Читать «Свободное движение и пластический танец в России» онлайн - страница 101

Ирина Вадимовна Сироткина

* * *

Итак, пластический танец в России начался «танцевальными идиллиями» и «античными утренниками» Дункан, а завершился конструктивистскими «танцами машин» и театральной биомеханикой. Еще один резкий поворот предстоял ему в начале 1930-х годов, когда в театре, и не только, последовало наступление академизма. Интересно, что проходило оно под лозунгом возврата эмоциональности. В этой связи вспомнили и о Дункан, которую до этого третировали за сентиментализм и слащавость. Теперь о ее танце высказывались ностальгически – в унисон с Михаилом Фокиным, писавшим о том, что Дункан «не фабричные трубы, семафоры, колеса, пропеллеры… изображала. Нет, линиями живого тела говорила нам танцовщица о радостях и горестях жизни». Хотя балетмейстер к тому времени жил в США, «американизма» в танце он решительно не принимал. И даже Александр Румнев, чьи «супрематические» танцы Дункан когда-то раскритиковала за отсутствие в них живого чувства, соглашался: «простое движение, исполненное искреннего волнения, сейчас ценнее самого замысловатого антраша, самых блестящих фуэте». Сторонник экспериментов Алексей Сидоров теперь предлагал «идти не по линии какой-то новой техники и формы, а по линии одухотворения внутренним образом, идеей или смыслом». Возрождение танца видели в «большем внутреннем переживании», в нахождении художественного образа, «основной идеи». Так, уйдя от Дункан, новый танец, в каком-то смысле, к ее же идеям и вернулся.

Часть II

Выбор пути

Свободный танец стал частью главных художественных и антропологических проектов эпохи. Один из них – вагнерианский проект синтеза искусств; над соединением живописи, танца и музыки работали, каждый по-своему, Сергей Дягилев в «Русских сезонах» и Василий Кандинский в своих экспериментальных «балетах». Другой проект – идея «абстрактного» или «абсолютного» искусства – самодовлеющего, не нуждающегося ни в комментариях, ни в каком-либо внешнем обосновании или сопровождении. Над созданием «абстрактного танца» в Германии в 1910-е годы работали тот же Кандинский с танцовщиком Александром Сахаровым и Рудольф Лабан с учениками, создав в результате так называемый Ausdruckstanz – немецкий экспрессивный танец.
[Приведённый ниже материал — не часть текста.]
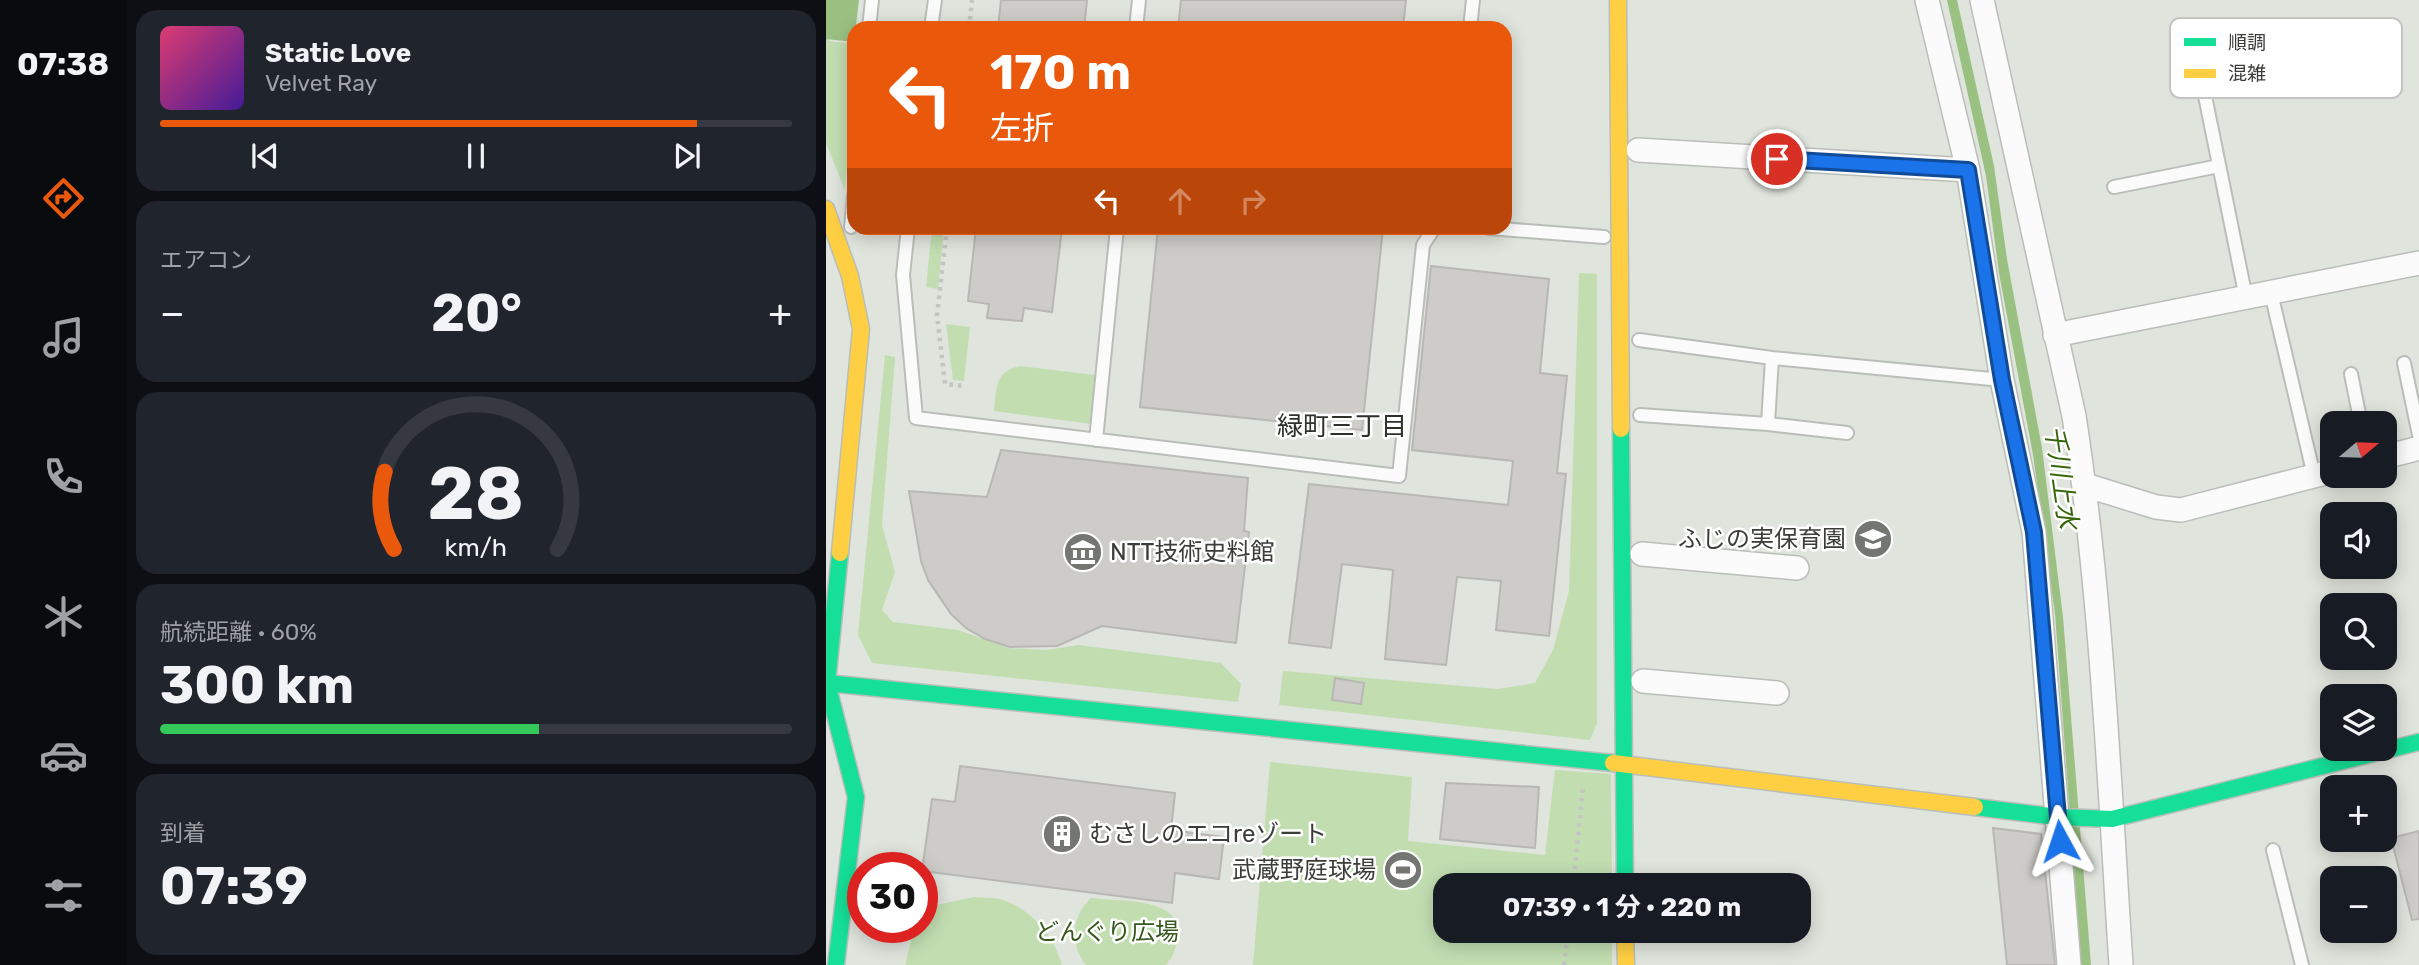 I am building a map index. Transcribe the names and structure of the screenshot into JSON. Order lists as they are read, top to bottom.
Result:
{
  "districts": ["緑町三丁目"],
  "water": ["千川上水"],
  "parks": ["どんぐり広場"],
  "places": {
    "school or university": ["ふじの実保育園"],
    "museum": ["NTT技術史料館"],
    "building": ["むさしのエコreゾート"],
    "sports": ["武蔵野庭球場"]
  },
  "legend": ["順調", "混雑"],
  "north": "right",
  "page": {
    "tabs": "07:38",
    "turn": ["170 m", "左折"],
    "song": ["Static Love", "Velvet Ray"],
    "tile": [
      "エアコン",
      ["航続距離 · 60%", "300 km"],
      ["到着", "07:39"]
    ],
    "heat": ["−", "20°", "+"],
    "map_buttons": ["+", "−"],
    "limit": "30",
    "trip": "07:39 · 1 分 · 220 m",
    "gauge": ["28", "km/h"]
  }
} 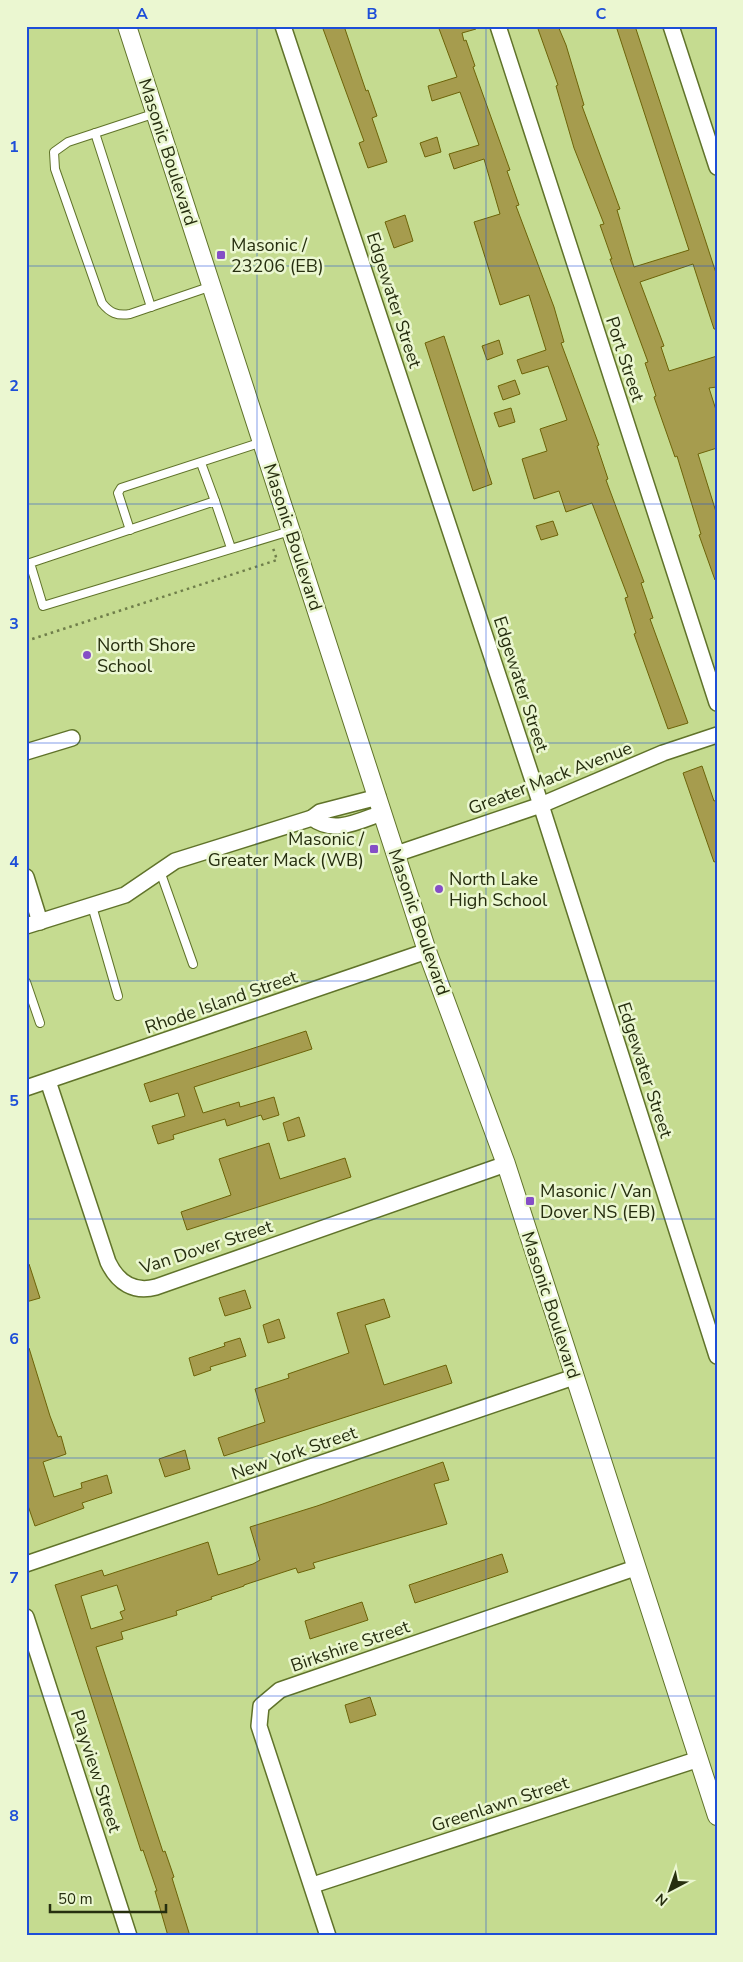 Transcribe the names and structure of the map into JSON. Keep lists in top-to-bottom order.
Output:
{
  "streets": {
    "street": [
      "Masonic Boulevard",
      "Edgewater Street",
      "Port Street",
      "Greater Mack Avenue",
      "Rhode Island Street",
      "Van Dover Street",
      "New York Street",
      "Birkshire Street",
      "Playview Street",
      "Greenlawn Street"
    ]
  },
  "crossings": [
    ["Masonic Boulevard", "Greater Mack Avenue"],
    ["Masonic Boulevard", "Rhode Island Street"],
    ["Masonic Boulevard", "Van Dover Street"],
    ["Masonic Boulevard", "New York Street"],
    ["Masonic Boulevard", "Birkshire Street"],
    ["Masonic Boulevard", "Greenlawn Street"],
    ["Edgewater Street", "Greater Mack Avenue"],
    ["Rhode Island Street", "Van Dover Street"],
    ["Birkshire Street", "Greenlawn Street"]
  ],
  "places": {
    "transit": ["Masonic / 23206 (EB)", "Masonic / Greater Mack (WB)", "Masonic / Van Dover NS (EB)"],
    "other": ["North Shore School", "North Lake High School"]
  },
  "scale_bar": "50 m",
  "north": "bottom left",
  "grid": {
    "columns": ["A", "B", "C"],
    "rows": [
      "1",
      "2",
      "3",
      "4",
      "5",
      "6",
      "7",
      "8"
    ]
  }
}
С самого момента своего рождения свободный танец был прочно связан с музыкой. Дункан, к вящему ужасу меломанов, стала использовать произведения Бетховена, Шопена, Скрябина. Но ее вряд ли можно было упрекнуть в профанации – к музыке она относилась более чем серьезно. Ее концерты наряду с танцевальными номерами, включали исполнение инструментальных произведений, а уроки в ее школе начинались со слушания игры на фортепиано. Музыка переносила зрителя-слушателя в другой мир, навевала настроение, вызывала нужные для восприятия танца ассоциации. Эксперимент Дункан завершился тем, что танец стали ценить за его способность быть верным музыке, выразить заключенные в ней чувства. Соединение их стало частью эстетической программы свободного танца и критерием его оценки: «Ритм человеческих движений целиком слился с музыкой. Движение стало музыкальным». И танцовщики и педагоги стремились к наиболее полному их соответствию: Эмиль Жак-Далькроз создал свою «ритмику», «Гептахор» – метод, который так и назывался – «музыкальное движение». Пересмотрев отношения музыки и хореографии, Михаил Фокин, Федор Лопухов и Джордж Баланчин смогли реформировать классический балет и создать новые жанры бессюжетного балета, построенного по законам музыки или отношений абстрактных элементов. Даже те танцовщики-экспериментаторы, кто предпочитал выступать без аккомпанемента, обращались к ней как к источнику метафор, говоря, например, о «музыке тела». Кстати, от соединения движения с музыкой выигрывали не только профессиональные танцовщики, но и любители. К тому удовольствию, которое они получали от занятий танцем или гимнастикой, прибавлялось еще и «символическое удовольствие», связанное с совершенно особой деятельностью – музыкально-двигательной импровизацией.